EGG HARBOR TOWNSHIP – Seventeen-year-old Maria Herouvis of Linwood always had an interest in law enforcement, but it wasn’t until she attended the funeral of her uncle, New Jersey State Trooper Anthony R. Fotiou, who died in 2011, that she could envision herself in its ranks.
“They all came together as a family to honor him,” Herouvis said of the bond law enforcement officers have with one another. “There were members of the Coast Guard there, the state police, the military. It really inspired me.”
So she took the first step toward her goal in 2015 by joining the Egg Harbor Township Law Enforcement Explorer Post 94.
One of the most established of its kind for the region, the post just marked its 35th anniversary with a semi-annual trip to Arizona for the 2016 National Law Enforcement Exploring Conference, where members enjoyed a week of team and individual competitions, seminars, demonstrations, exhibits, recreation and fun.
Part of a national network of similar organizations, Egg Harbor Township’s Explorers post is a free youth program sponsored by the township police department, with assistance and support from several other local agencies, said Egg Harbor Township Police Officer Joseph Griffiths, the program’s leader.
The post, which meets weekly mostly at the Egg Harbor Township Police Department, includes mentoring, education and leadership training with fun-filled, hands-on activities that promote the growth and development of young minds. Guest speakers, field trips and social outings are also a part of the activities.
The leadership component offered by the Explorers suited Herouvis just right.
Now a senior at Mainland Regional High School, she was quickly promoted through the ranks to become a sergeant, one of two commanding officers.
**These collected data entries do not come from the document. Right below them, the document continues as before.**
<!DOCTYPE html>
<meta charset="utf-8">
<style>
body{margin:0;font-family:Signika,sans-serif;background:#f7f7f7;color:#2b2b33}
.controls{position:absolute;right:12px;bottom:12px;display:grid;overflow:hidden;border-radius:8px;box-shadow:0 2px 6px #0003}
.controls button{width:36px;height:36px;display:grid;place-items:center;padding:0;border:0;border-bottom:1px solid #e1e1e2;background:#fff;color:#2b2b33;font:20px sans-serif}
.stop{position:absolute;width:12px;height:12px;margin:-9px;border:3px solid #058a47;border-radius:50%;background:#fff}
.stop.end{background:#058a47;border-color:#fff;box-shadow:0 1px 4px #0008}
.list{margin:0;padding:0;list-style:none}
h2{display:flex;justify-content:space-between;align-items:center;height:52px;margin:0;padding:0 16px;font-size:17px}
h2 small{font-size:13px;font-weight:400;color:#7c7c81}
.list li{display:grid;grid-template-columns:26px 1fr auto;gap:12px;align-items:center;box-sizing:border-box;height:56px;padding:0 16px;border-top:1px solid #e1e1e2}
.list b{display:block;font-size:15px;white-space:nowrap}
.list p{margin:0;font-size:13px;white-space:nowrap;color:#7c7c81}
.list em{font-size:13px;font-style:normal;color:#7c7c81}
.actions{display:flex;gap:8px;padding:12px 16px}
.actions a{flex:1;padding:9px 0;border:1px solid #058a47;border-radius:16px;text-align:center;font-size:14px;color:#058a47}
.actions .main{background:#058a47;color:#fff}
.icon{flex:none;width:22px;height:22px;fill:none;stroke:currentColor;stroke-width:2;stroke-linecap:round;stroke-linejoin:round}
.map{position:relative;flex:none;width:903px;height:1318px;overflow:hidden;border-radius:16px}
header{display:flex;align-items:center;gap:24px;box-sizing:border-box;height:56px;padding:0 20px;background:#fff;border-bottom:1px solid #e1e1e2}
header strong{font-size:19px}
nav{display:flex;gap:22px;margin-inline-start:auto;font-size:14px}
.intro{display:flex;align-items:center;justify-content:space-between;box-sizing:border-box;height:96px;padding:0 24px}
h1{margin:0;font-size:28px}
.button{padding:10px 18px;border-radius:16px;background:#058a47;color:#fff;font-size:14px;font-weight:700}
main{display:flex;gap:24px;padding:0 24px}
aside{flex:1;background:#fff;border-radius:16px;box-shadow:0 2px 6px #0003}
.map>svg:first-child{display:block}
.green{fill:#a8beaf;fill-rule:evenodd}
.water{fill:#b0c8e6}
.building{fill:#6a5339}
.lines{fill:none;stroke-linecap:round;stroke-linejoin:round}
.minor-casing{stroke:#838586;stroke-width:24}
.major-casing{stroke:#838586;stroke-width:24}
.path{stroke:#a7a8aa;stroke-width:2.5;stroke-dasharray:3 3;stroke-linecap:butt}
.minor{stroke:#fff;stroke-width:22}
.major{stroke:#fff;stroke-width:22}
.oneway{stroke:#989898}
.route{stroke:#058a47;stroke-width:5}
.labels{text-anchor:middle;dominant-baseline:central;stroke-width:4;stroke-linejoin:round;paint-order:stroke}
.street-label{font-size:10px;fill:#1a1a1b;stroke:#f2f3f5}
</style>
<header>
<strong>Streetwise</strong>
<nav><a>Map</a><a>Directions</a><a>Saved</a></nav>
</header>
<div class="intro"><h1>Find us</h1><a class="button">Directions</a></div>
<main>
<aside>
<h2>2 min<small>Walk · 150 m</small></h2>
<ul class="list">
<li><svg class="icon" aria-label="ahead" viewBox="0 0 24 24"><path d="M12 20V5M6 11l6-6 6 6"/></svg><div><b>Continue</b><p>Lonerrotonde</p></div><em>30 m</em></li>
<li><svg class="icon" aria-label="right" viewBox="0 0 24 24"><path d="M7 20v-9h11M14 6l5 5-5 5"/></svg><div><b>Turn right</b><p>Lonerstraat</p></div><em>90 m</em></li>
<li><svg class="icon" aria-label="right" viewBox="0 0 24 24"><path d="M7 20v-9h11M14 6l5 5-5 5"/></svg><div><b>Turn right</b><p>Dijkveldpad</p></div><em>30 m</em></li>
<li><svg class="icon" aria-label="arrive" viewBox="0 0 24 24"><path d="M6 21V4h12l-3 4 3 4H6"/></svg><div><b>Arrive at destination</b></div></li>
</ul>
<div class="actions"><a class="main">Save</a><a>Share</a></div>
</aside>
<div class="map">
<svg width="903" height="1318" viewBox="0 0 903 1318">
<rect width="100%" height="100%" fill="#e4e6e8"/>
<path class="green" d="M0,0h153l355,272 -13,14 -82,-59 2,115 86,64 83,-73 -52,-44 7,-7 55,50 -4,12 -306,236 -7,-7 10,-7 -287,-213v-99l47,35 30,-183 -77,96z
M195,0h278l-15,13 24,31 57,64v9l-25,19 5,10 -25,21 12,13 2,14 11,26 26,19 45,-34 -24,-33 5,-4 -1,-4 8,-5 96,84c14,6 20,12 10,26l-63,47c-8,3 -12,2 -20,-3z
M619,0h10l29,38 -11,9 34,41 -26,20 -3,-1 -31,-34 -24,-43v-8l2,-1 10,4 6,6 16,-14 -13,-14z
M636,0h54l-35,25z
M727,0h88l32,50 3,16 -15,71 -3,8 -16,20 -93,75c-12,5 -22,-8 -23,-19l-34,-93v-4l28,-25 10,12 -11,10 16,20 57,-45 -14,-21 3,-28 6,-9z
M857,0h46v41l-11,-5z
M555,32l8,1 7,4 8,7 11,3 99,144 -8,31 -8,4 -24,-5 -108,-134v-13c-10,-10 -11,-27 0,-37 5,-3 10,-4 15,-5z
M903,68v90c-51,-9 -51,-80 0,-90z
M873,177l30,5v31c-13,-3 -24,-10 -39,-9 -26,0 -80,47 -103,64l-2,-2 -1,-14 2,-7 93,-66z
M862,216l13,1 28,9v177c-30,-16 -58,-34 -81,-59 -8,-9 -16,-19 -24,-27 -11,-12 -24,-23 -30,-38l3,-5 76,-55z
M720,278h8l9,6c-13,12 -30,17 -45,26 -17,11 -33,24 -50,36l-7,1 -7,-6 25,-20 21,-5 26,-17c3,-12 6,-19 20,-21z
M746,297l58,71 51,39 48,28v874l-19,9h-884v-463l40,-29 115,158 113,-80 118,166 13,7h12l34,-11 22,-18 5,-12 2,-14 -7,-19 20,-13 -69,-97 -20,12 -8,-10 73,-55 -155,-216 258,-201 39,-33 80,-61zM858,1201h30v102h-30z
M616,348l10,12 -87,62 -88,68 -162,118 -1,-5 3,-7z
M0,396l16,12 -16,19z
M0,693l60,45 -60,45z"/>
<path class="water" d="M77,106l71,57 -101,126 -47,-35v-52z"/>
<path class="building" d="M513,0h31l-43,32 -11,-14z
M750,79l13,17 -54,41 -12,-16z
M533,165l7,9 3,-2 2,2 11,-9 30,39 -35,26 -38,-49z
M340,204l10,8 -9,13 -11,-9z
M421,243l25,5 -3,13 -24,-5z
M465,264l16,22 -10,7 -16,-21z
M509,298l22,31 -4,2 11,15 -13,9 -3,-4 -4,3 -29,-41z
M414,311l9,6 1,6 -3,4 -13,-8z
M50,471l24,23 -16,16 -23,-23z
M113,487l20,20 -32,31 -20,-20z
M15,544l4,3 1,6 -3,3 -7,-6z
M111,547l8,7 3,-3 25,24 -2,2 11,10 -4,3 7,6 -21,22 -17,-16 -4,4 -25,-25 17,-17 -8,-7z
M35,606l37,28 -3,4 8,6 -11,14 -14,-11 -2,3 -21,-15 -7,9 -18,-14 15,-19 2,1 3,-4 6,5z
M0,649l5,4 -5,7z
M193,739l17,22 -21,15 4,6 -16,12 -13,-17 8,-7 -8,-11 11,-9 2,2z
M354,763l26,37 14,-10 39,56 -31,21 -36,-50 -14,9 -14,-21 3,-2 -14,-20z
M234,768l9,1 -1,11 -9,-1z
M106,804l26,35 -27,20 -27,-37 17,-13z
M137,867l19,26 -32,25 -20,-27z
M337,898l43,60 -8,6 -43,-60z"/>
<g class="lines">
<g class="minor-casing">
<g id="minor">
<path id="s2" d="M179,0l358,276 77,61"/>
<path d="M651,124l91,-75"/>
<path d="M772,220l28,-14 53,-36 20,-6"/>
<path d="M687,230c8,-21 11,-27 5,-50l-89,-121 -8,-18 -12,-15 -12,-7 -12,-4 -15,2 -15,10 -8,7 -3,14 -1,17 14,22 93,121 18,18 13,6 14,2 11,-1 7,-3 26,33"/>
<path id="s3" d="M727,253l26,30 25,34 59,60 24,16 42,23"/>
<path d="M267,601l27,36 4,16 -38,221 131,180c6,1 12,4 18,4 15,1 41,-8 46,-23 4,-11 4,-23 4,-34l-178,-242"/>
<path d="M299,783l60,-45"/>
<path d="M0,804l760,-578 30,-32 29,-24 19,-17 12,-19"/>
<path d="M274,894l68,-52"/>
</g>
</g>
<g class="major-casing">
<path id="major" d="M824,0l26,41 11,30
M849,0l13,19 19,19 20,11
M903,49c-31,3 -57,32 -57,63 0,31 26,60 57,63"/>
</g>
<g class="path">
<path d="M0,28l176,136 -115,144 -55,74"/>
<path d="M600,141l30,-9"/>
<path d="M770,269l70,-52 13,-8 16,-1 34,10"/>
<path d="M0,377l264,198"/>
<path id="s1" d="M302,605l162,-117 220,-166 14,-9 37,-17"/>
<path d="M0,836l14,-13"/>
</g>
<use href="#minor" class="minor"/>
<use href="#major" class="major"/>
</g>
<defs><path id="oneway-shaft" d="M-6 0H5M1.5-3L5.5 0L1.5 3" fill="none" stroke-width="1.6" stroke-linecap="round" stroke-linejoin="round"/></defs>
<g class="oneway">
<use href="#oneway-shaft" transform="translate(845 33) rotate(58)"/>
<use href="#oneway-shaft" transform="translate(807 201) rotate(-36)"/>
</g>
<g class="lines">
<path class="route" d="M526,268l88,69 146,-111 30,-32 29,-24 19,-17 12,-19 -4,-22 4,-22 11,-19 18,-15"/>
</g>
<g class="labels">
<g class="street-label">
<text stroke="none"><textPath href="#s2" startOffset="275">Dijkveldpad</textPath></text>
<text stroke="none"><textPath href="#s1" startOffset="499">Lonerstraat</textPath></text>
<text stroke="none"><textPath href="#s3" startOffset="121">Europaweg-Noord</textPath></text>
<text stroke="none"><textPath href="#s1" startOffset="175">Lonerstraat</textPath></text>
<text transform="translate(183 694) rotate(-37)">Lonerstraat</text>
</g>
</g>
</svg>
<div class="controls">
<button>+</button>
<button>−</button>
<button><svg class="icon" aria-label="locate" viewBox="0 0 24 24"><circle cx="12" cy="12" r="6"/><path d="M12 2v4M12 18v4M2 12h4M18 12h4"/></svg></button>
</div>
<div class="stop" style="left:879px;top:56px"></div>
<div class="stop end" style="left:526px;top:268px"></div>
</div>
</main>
She now plans to start college at Atlantic Cape Community College so she can complete the Explorer program, which is offered to age 20. Then, she will transfer to Stockton University to obtain a criminal justice degree, with the goal of becoming a member of the Egg Harbor Township Police Department.
The determination, poise and discipline she is learning through the post will serve her well in any job, but she said the particular policing skills they teach will definitely put her a step ahead of other police academy cadets when she’s old enough to enroll.
From learning handcuffing skills and how to respond to domestic conflict calls to doing ride-alongs and traffic accident response, the Explorers are learning real world skills that can be immediately implemented if they are hired as police officers.
While Herouvis has her mind set on one day becoming an officer, a large number of the post’s members don’t want pursue that path, said Griffiths, who also participated in the program as a teenager.
For those participants, it can still provide a confidence boost, discipline and community service hours that are desired on college applications.
Approximately 40 former Explorers gone onto careers in law enforcement, with many more entering other fields, he said.
“All of them, however, attribute the time they spent in the program as helping them learn to be productive citizens,” Griffiths said.
Darren Aberman, an officer with the Atlantic County Sheriff’s Department who assists the program, said the hands-on activities are designed to help the young adults become better decision makers.
He said members like Herouvis provide peer leadership as well.
“She is very good with the other Explorers. She has a positive influence on them and they look up to her for guidance,” Aberman said.
Herouvis said the leadership skills she has acquired have already served her well, as some of her peers criticize her participation.
She’s said she has been called “pig,” the common slang word for police officer, or her peers shout out “twelve’s here,” when she approaches, which is something that is said when the cops are spotted approaching the scene of some illegal activity.
But she doesn’t let it bother her.
“I know that one day they are going to be in need, and they will call us to help, not a drug dealer,” she said, adding that many of her friends are supportive and actually jealous that she was able to find her passion before even graduating from high school.
Griffiths said enrollment is ongoing.
New members must have graduated eighth grade, must between 14 and 20 years old and be willing to attend regular meetings and community assignments. Members do not need to live in Egg Harbor Township to join.